When he was questioned about his very generous salary, he compared himself to the heads of large companies that have comparable budgets and staffing levels.
The question of how our local authorities are funded will not go away, so I thought what does the local authority do for me? As someone from a rural part of the county, there doesn’t seem much. There are only a handful of street lights in the area, maybe a dozen. We have very little footpaths, and the majority of houses have septic tanks or are in a group system.
Mains water may be available to some of the houses, but only those along the larger roads. Most homes would have their own well. We have no library, parks, and our play areas are provided by the local volunteer organisations and schools. Waste collection is provided by private operators or by people travelling to a recycling centre.
So what is left? It’s the roads. The weather this summer (and every winter) exposes the lack of focus given to this part of the county council’s mandate. As I travelled home by driving into the hedgerows to avoid huge potholes and standing water, slowing down to get past rubble and stones and water crossing the roads, I also had to pass diversion signs where roads are closed due to being washed away.
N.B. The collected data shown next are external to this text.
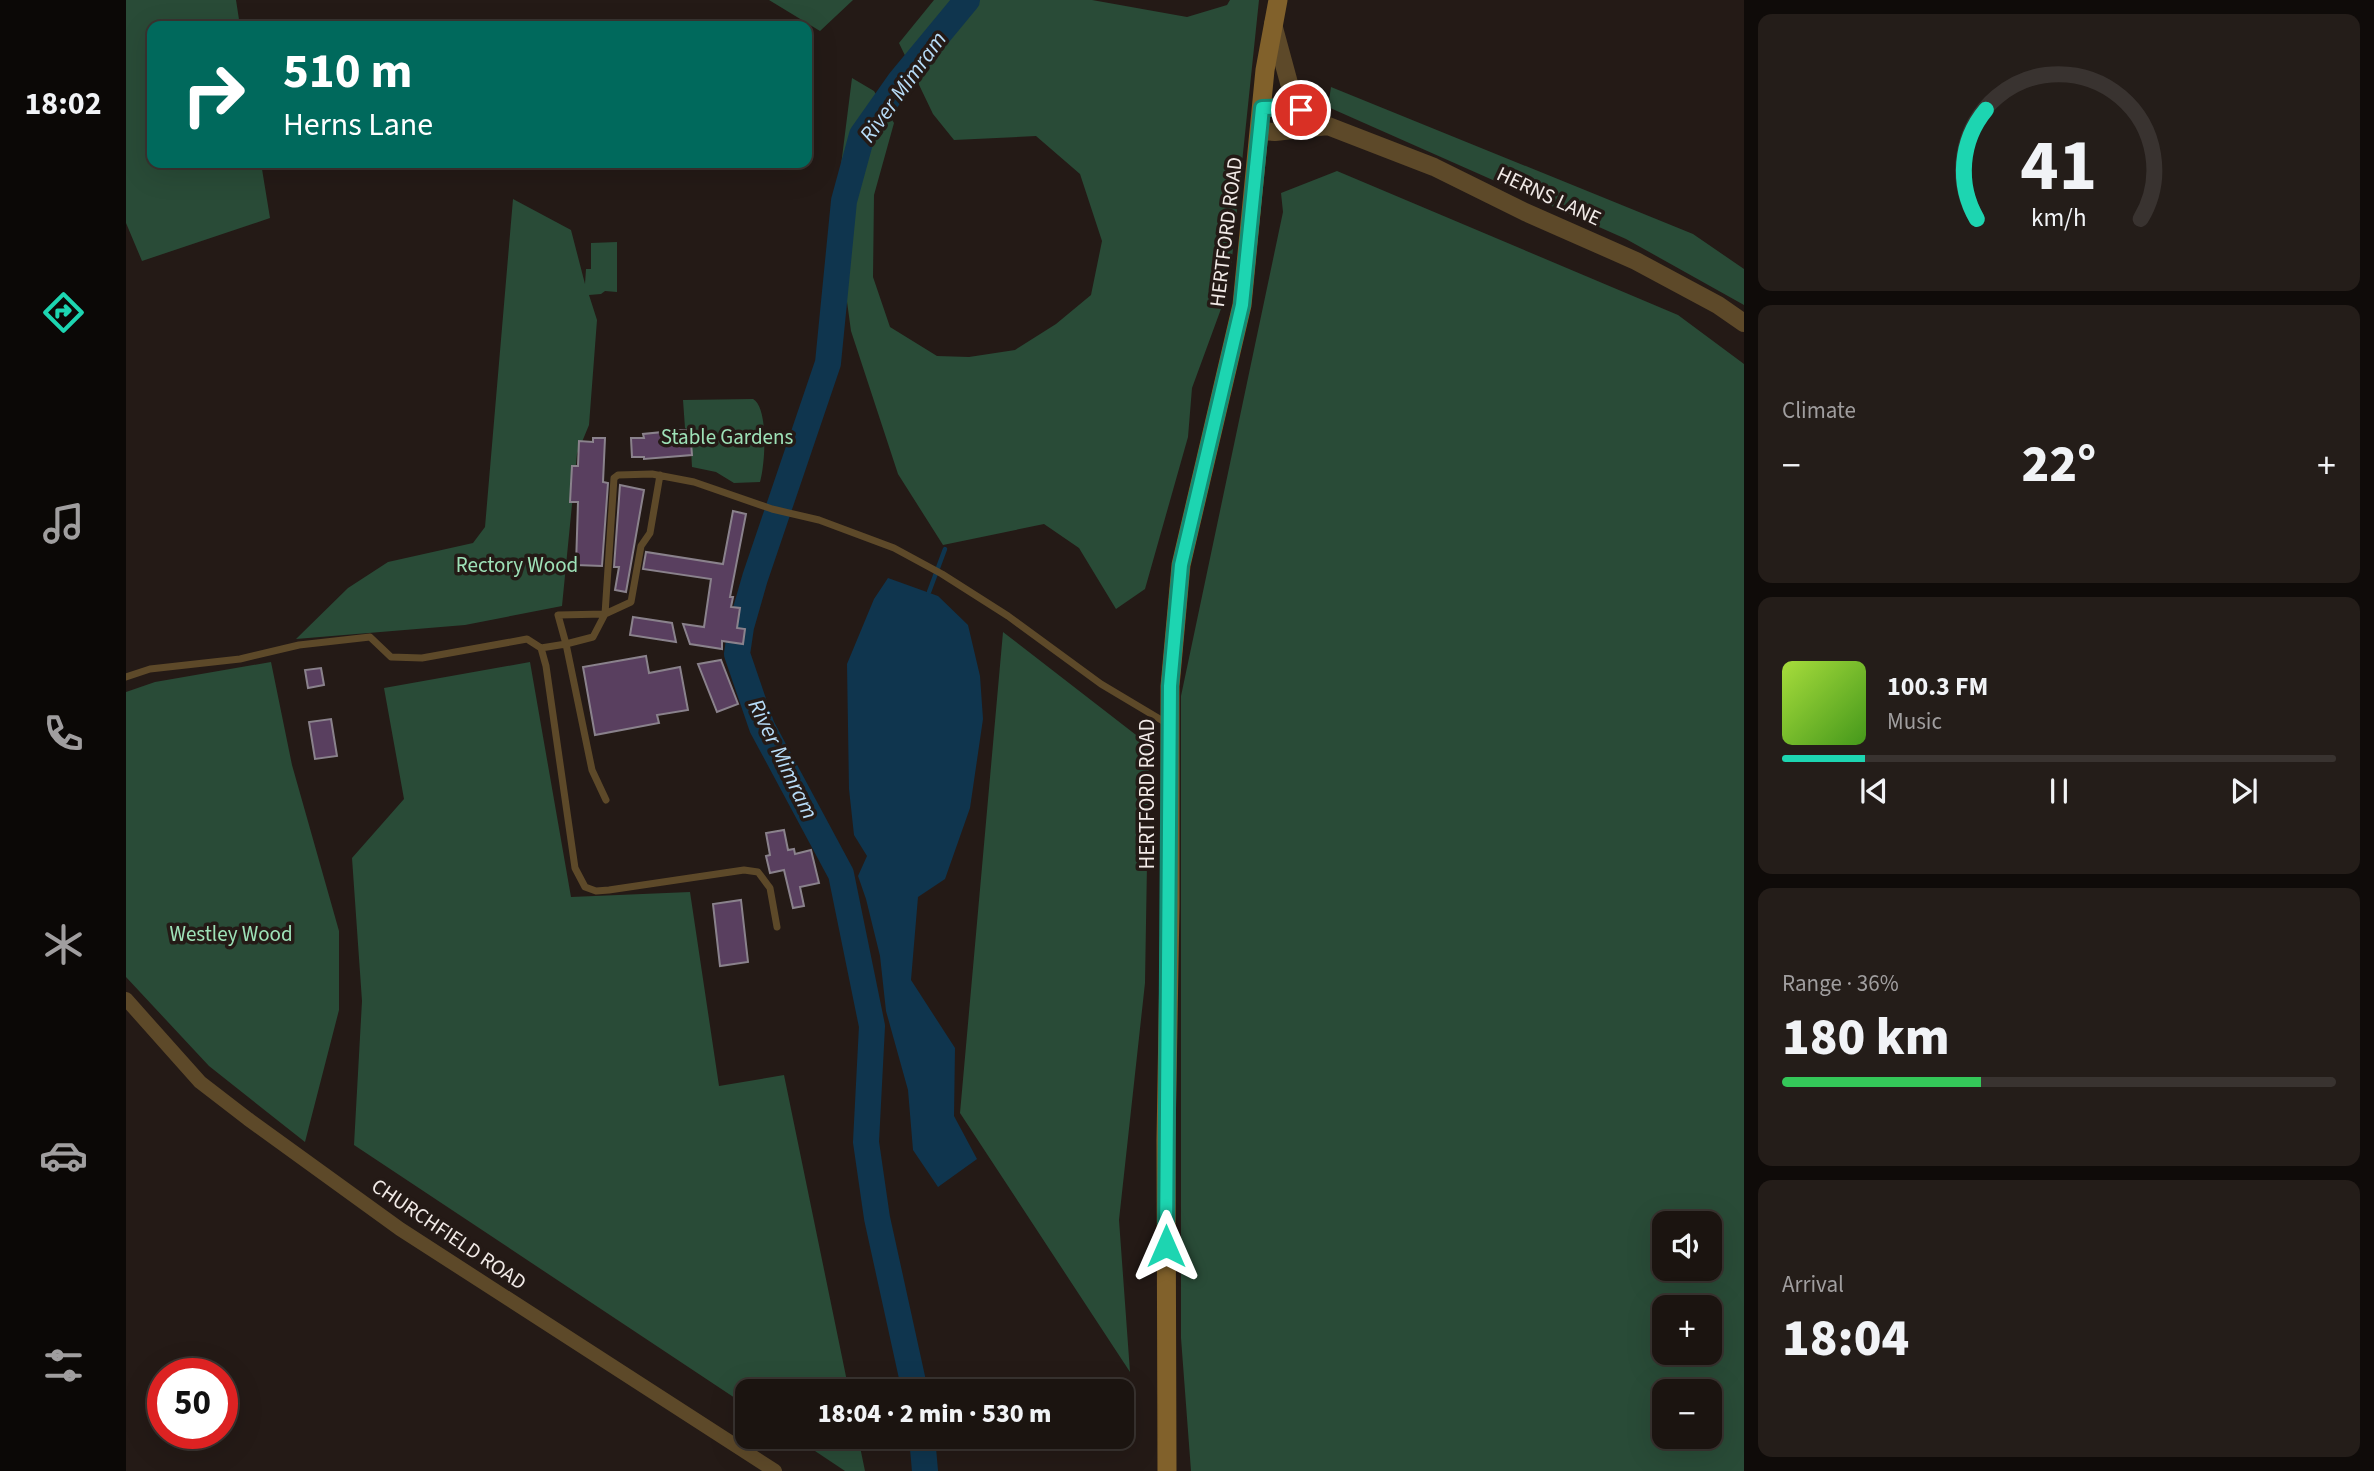 <!DOCTYPE html>
<meta charset="utf-8">
<style>
:root{--surface:#1b1410;--page:#241d19;--text:#f1f3f6;--muted:#a09e9f;--line:#393330;--accent:#1dd5b1}
body{margin:0;font-family:"Source Sans 3",sans-serif;background:var(--page);color:var(--text);height:100vh;display:flex;flex-direction:column;font-size:26px;white-space:nowrap}
*{box-sizing:border-box;margin:0}
p{font-size:23px;color:var(--muted)}
.icon{flex:none;width:38px;height:38px;fill:none;stroke:currentColor;stroke-width:2;stroke-linecap:round;stroke-linejoin:round}
.map{position:relative;flex:1;overflow:hidden}
.side{display:flex;flex-direction:column;gap:14px;padding:14px;background:#0f0b09;width:630px}
.side>*{flex:none}
.top-card{position:absolute;left:21px;top:21px;width:665px;height:147px;border-radius:14px;box-shadow:0 7px 28px #0002,0 0 0 2px var(--line);background:#00695c;color:#fff;overflow:hidden}
.tools{position:absolute;left:1526px;top:1211px;display:grid;gap:14px}
.tools a{display:grid;place-items:center;width:70px;height:70px;border-radius:14px;background:var(--surface);box-shadow:0 7px 28px #0002,0 0 0 2px var(--line);font-size:35px}
.speed{position:absolute;left:21px;top:1358px;display:flex;gap:14px;font-size:35px;font-weight:700;text-align:center}
.speed>*{display:grid;place-content:center;width:91px;height:91px;border-radius:50%;background:var(--surface);box-shadow:0 7px 28px #0002,0 0 0 2px var(--line);line-height:1}
.speed .limit{border:10px solid #d22;background:#fff;color:#111}
.pin{position:absolute;display:grid;place-items:center;width:60px;height:60px;color:#fff;margin:-30px;border:4px solid #fff;border-radius:50%;box-shadow:0 2px 7px #0007}
.me{position:absolute;width:77px;margin:-38px;rotate:0deg;stroke-linejoin:round;filter:drop-shadow(0 0 5px #0008)}
.turn{display:flex;align-items:center;gap:24px;height:147px;padding:0 21px;font-size:32px}
.turn .icon{width:91px;height:91px;stroke-width:2.5}
.turn b{display:block;font-size:49px;line-height:60px}
.big{font-size:52px;font-weight:800;line-height:1.1}
.side .tile{flex:1;display:flex;flex-direction:column;justify-content:center;gap:10px;min-width:0;padding:0 24px;border-radius:14px;background:var(--page)}
.side .dial{align-items:center;gap:0}
.dial svg{height:182px;overflow:visible;fill:none;stroke:var(--line);stroke-width:7;stroke-linecap:round;text-anchor:middle}
.dial text{fill:var(--text);stroke:none}
.song{display:flex;align-items:center;gap:21px}
.cover{width:84px;height:84px;border-radius:10px;background:linear-gradient(135deg,hsl(80 70% 55%),hsl(100 70% 35%))}
.played{height:7px;border-radius:4px;background:linear-gradient(90deg,var(--accent) 15%,var(--line) 15%)}
.keys{display:flex;justify-content:space-around;direction:ltr}
.heat{display:flex;justify-content:space-between;align-items:center;font-size:38px;direction:ltr}
.charge{height:10px;border-radius:5px;background:linear-gradient(90deg,#34c759 36%,var(--line) 0)}
.trip{position:absolute;left:609px;top:1379px;width:399px;height:70px;border-radius:14px;background:var(--surface);box-shadow:0 7px 28px #0002,0 0 0 2px var(--line);font-weight:800;line-height:70px;text-align:center}
main{display:flex;flex:1;min-height:0}
.tab-bar{display:flex;flex-direction:column;width:126px;justify-content:space-around;align-items:center;background:#0b0806;color:var(--muted)}
.tab-bar .icon{width:49px;height:49px}
.tab-bar .selected{color:var(--accent)}
.tab-bar b{font-size:32px;color:var(--text)}
.map>svg:first-child{display:block}
.green{fill:#294b37;fill-rule:evenodd}
.water{fill:#0f354e}
.lines{fill:none;stroke-linecap:round;stroke-linejoin:round}
.stream{stroke:#0f354e;stroke-width:4.5}
.river{stroke:#0f354e;stroke-width:26}
.building{fill:#593f5f;stroke:#8a828c;stroke-width:2}
.service{stroke:#5d4929;stroke-width:7}
.minor{stroke:#5d4929;stroke-width:14}
.tertiary{stroke:#5d4929;stroke-width:18}
.secondary{stroke:#81612b;stroke-width:19}
.route-casing{stroke:#138a73;stroke-width:18}
.route{stroke:#1dd5b1;stroke-width:12}
.labels{text-anchor:middle;dominant-baseline:central;stroke-width:7;stroke-linejoin:round;paint-order:stroke}
.street-label{font-size:21px;fill:#f1eae7;stroke:#241a16}
.park-label{font-size:21px;fill:#9ee2b8;stroke:#241a16}
.water-label{font-size:23px;font-style:italic;fill:#b7dcf8;stroke:#241a16}
</style>
<main>
<nav class="tab-bar">
<b>18:02</b>
<svg class="icon selected" aria-label="directions" viewBox="0 0 24 24"><path d="M12 3l9 9-9 9-9-9zM9 14v-3h6M13 9l2 2-2 2"/></svg>
<svg class="icon" aria-label="music" viewBox="0 0 24 24"><path d="M9 18V5l10-2v13"/><circle cx="6" cy="18" r="3"/><circle cx="16" cy="16" r="3"/></svg>
<svg class="icon" aria-label="phone" viewBox="0 0 24 24"><path d="M5 4h4l2 5-3 2q2 4 5 5l2-3 5 2v4C11 20 4 13 5 4z"/></svg>
<svg class="icon" aria-label="climate" viewBox="0 0 24 24"><path d="M12 3v18M4 7l16 10M4 17L20 7"/></svg>
<svg class="icon" aria-label="car" viewBox="0 0 24 24"><path d="M5 17H2v-5l4-1 3-4h7l3 4 3 1v5h-3M9 17h6M6 11h13"/><circle cx="7" cy="17" r="2"/><circle cx="17" cy="17" r="2"/></svg>
<svg class="icon" aria-label="filters" viewBox="0 0 24 24"><path d="M4 7h16M4 17h16"/><circle cx="9" cy="7" r="2"/><circle cx="15" cy="17" r="2"/></svg>
</nav>
<div class="map">
<svg width="1618" height="1471" viewBox="0 0 1618 1471">
<rect width="100%" height="100%" fill="#241a16"/>
<path class="green" d="M0,0H110L114,26H26V163H135L144,218L16,261L0,223Z
M643,0H727L694,31Z
M808,0H966L1061,17L1101,5L1104,0H1133L1103,287L1066,388L1062,437L1019,589L990,609L953,548L918,524L817,545L772,474L725,331L709,213L726,78L748,91L768,123L748,195L747,277L764,327L811,356L843,357L889,350L930,324L965,295L976,241L954,174L910,136L828,140L807,114L773,43Z
M1205,87L1567,234L1618,269V305L1500,239L1202,107Z
M1211,171L1552,315L1618,364V1471H1065L1055,1338V696L1157,212L1155,193ZM1538,1223H1584V1269H1538ZM1538,1307H1584V1353H1538ZM1538,1391H1584V1437H1538Z
M387,199L445,230L459,284L460,269H465V243L491,242V292L479,291L475,294L463,295L471,320L463,425L451,454L436,606L339,625L170,639L222,588L262,562L347,543L359,527Z
M627,399C643,408 639,465 634,482L608,483L590,472L566,467L564,431L559,428L557,400Z
M877,632L1023,745L1019,983L993,1220L1004,1372L834,1113Z
M145,662L166,765L213,931V1010L179,1142L83,1066L0,977V692L29,682Z
M404,662L445,897L564,892L593,1086L658,1075L723,1391H621V1406L228,1145L236,1001L226,858L278,799L258,688Z
M668,1437H732L739,1471H719Z"/>
<path class="water" d="M762,578L812,596L842,625L854,676L857,719L844,808L819,879L792,897L785,980L829,1048L828,1116L851,1159L812,1187L787,1150L782,1090L760,1011L754,956L740,899L732,876L741,856L728,835L723,789L721,664L748,599Z"/>
<g class="lines">
<path class="stream" d="M803,592L819,549"/>
<path class="river" d="M789,1391L751,1218L740,1142L746,1026L715,874L636,727L611,654L615,627L629,578L702,363L718,201L736,135L774,81L841,0
M796,1437L799,1471"/>
</g>
<path class="building" d="M557,430L564,431L566,455L518,459V457H506L505,438H518L517,434Z
M467,438H479L477,482L482,483L476,566L450,565L452,502H444L446,466H452L453,441L467,442Z
M494,485L518,490L500,592L489,590L493,567H488Z
M607,511L620,514L604,597H607L605,607L614,608L611,628L619,629L617,644L596,641V649L564,644L557,624L578,627L585,579L517,569L520,552L597,564Z
M507,617L546,623L550,642L504,635Z
M520,656L523,673L554,667L562,710L531,715L533,723L469,735L457,667Z
M595,660L612,704L591,712L572,664Z
M195,668L198,685L182,688L179,670Z
M205,719L211,756L189,759L183,722Z
M658,830L662,850L668,849L669,854L685,850L693,883L674,887L678,906L667,908L658,870L644,873L640,856L644,855L640,833Z
M615,900L622,962L594,966L587,904Z"/>
<g class="lines">
<path class="service" d="M415,648L420,666L449,868L459,887L470,891L483,890L618,870L632,872L644,888L651,927
M0,677L24,669L114,659L173,645L244,637L265,657L296,658L401,639L415,648L440,644L467,637L479,614L488,478L492,475L526,474L568,482L646,509L693,520L768,548L816,574L882,616L975,684L1042,724
M480,800L466,770L440,644L432,615L479,614L505,602L515,546L524,533L534,475"/>
<path class="minor" d="M0,999L74,1082L122,1119L274,1229L649,1471"/>
<path class="tertiary" d="M1147,24L1163,83L1175,110
M1136,108L1164,107L1175,110L1202,126L1308,167L1399,212L1510,261L1592,305L1618,323
M1134,131L1149,132L1202,126"/>
<path class="secondary" d="M1041,1471L1040,1140L1044,906V686L1055,565L1116,305L1139,70L1152,0"/>
</g>
<g class="lines">
<g class="route-casing">
<path id="route" d="M1040,1246L1044,686L1055,565L1116,305L1136,108L1164,107L1175,110"/>
</g>
<use href="#route" class="route"/>
</g>
<g class="labels">
<g class="street-label">
<text transform="translate(1423 196) rotate(25)">HERNS LANE</text>
<text transform="translate(1100 232) rotate(-83)">HERTFORD ROAD</text>
<text transform="translate(1021 794) rotate(-90)">HERTFORD ROAD</text>
<text transform="translate(323 1234) rotate(34)">CHURCHFIELD ROAD</text>
</g>
<g class="park-label">
<text x="601" y="437">Stable Gardens</text>
<text x="391" y="565">Rectory Wood</text>
<text x="105" y="934">Westley Wood</text>
</g>
<g class="water-label">
<text transform="translate(777 87) rotate(-54)">River Mimram</text>
<text transform="translate(657 759) rotate(64)">River Mimram</text>
</g>
</g>
</svg>
<div class="tools">
<a><svg class="icon" aria-label="sound" viewBox="0 0 24 24"><path d="M4 9h4l5-4v14l-5-4H4zM17 9q2 3 0 6"/></svg></a>
<a>+</a>
<a>−</a>
</div>
<div class="speed"><div class="limit">50</div></div>
<div class="pin" style="left:1175px;top:110px;background:#d93025"><svg class="icon" aria-label="arrive" viewBox="0 0 24 24"><path d="M6 21V4h12l-3 4 3 4H6"/></svg></div>
<svg class="me" style="left:1040px;top:1246px" viewBox="-20 -20 40 40"><path d="M0-17L14 15 0 8-14 15z" fill="#1dd5b1" stroke="#fff" stroke-width="4"/></svg>
<div class="trip">18:04 · 2 min · 530 m</div>
<div class="top-card">
<div class="turn"><svg class="icon" aria-label="right" viewBox="0 0 24 24"><path d="M7 20v-9h11M14 6l5 5-5 5"/></svg><div><b>510 m</b>Herns Lane</div></div>
</div>
</div>
<section class="side">
<div class="tile dial"><svg viewBox="0 0 100 80">
<path d="M14 69A42 42 0 1 1 86 69"/>
<path d="M14 69A42 42 0 0 1 18 21" stroke="#1dd5b1"/>
<text x="50" y="56" font-size="32" font-weight="700">41</text>
<text x="50" y="72" font-size="11">km/h</text>
</svg></div>
<div class="tile"><p>Climate</p>
<div class="heat"><a>−</a><b class="big">22°</b><a>+</a></div>
</div>
<div class="tile">
<div class="song"><i class="cover"></i><div><b>100.3 FM</b><p>Music</p></div></div>
<div class="played"></div>
<div class="keys"><svg class="icon" aria-label="previous" viewBox="0 0 24 24"><path d="M18 5L8 12l10 7zM5 5v14"/></svg><svg class="icon" aria-label="pause" viewBox="0 0 24 24"><path d="M8 5v14M16 5v14"/></svg><svg class="icon" aria-label="next" viewBox="0 0 24 24"><path d="M6 5l10 7-10 7zM19 5v14"/></svg></div>
</div>
<div class="tile"><p>Range · 36%</p><b class="big">180 km</b><div class="charge"></div></div>
<div class="tile"><p>Arrival</p><b class="big">18:04</b></div>
</section>
</main>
The majority of damage to the roads in this country is down to water; for a country this wet, not being able to deal with rain water and run-off is borderline criminal.
Proper maintenance of the dykes and ditches should be a priority. The evidence of this is along the motorways. These are all constructed with drains and dykes to take the water off the road. The hedges have not been properly cut by the council in over 10 years around here and the drains have not been maintained in most places for even longer. All this pushes the water onto the roads and washes away the top surface.
If the local authority were unwilling or unable to carry out basic road maintenance when the country was “awash with money”, then I doubt they will do it now.
If the head of the local authority wants to see the level of service he is providing then I will gladly invite him to bring his wife’s car down here and I will take him on a tour of the locality. He can then explain to his wife why her car is dirty, the suspension rattles, where the scratches on the paint work come from, why the steering pulls to one side, and how the alloys got damaged.
Considering the level of service that is provided perhaps he was thinking of companies like the Quinn Group and Anglo Irish Bank rather than Apple and the Kerry Group when comparing his job to that of other large organisations?